**Stored data:**
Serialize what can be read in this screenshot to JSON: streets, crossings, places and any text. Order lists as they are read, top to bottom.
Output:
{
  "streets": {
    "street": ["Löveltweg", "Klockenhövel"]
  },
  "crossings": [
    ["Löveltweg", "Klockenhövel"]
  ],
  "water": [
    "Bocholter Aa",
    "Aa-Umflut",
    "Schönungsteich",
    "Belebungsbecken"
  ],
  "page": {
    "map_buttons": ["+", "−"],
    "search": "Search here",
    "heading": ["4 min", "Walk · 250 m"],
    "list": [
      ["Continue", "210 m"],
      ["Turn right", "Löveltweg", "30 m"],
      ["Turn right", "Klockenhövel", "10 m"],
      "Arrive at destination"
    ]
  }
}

**Work instructions:** Output all of the records above exactly as they appear.

**Solution to this problem:**
Serialize what can be read in this screenshot to JSON: streets, crossings, places and any text. Order lists as they are read, top to bottom.
Output:
{
  "streets": {
    "street": ["Löveltweg", "Klockenhövel"]
  },
  "crossings": [
    ["Löveltweg", "Klockenhövel"]
  ],
  "water": [
    "Bocholter Aa",
    "Aa-Umflut",
    "Schönungsteich",
    "Belebungsbecken"
  ],
  "page": {
    "map_buttons": ["+", "−"],
    "search": "Search here",
    "heading": ["4 min", "Walk · 250 m"],
    "list": [
      ["Continue", "210 m"],
      ["Turn right", "Löveltweg", "30 m"],
      ["Turn right", "Klockenhövel", "10 m"],
      "Arrive at destination"
    ]
  }
}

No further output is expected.